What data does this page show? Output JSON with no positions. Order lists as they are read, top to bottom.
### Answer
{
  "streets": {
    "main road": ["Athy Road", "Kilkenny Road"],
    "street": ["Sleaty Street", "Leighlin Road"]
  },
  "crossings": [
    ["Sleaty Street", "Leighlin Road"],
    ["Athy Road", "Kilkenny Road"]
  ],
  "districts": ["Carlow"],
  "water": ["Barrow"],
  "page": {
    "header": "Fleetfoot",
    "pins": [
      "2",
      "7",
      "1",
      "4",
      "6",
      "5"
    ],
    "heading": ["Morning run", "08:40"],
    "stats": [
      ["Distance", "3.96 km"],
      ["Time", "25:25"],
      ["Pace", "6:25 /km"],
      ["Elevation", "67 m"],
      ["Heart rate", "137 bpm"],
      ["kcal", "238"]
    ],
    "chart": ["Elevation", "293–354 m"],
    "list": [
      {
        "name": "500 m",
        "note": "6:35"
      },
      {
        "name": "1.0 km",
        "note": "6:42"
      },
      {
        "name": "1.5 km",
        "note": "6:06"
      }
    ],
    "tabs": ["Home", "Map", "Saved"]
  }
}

::::

> **ABOUT THIS TASK**
The data, all of it, should be transcribed exactly.

> **REPLY**
What data does this page show? Output JSON with no positions. Order lists as they are read, top to bottom.
### Answer
{
  "streets": {
    "main road": ["Athy Road", "Kilkenny Road"],
    "street": ["Sleaty Street", "Leighlin Road"]
  },
  "crossings": [
    ["Sleaty Street", "Leighlin Road"],
    ["Athy Road", "Kilkenny Road"]
  ],
  "districts": ["Carlow"],
  "water": ["Barrow"],
  "page": {
    "header": "Fleetfoot",
    "pins": [
      "2",
      "7",
      "1",
      "4",
      "6",
      "5"
    ],
    "heading": ["Morning run", "08:40"],
    "stats": [
      ["Distance", "3.96 km"],
      ["Time", "25:25"],
      ["Pace", "6:25 /km"],
      ["Elevation", "67 m"],
      ["Heart rate", "137 bpm"],
      ["kcal", "238"]
    ],
    "chart": ["Elevation", "293–354 m"],
    "list": [
      {
        "name": "500 m",
        "note": "6:35"
      },
      {
        "name": "1.0 km",
        "note": "6:42"
      },
      {
        "name": "1.5 km",
        "note": "6:06"
      }
    ],
    "tabs": ["Home", "Map", "Saved"]
  }
}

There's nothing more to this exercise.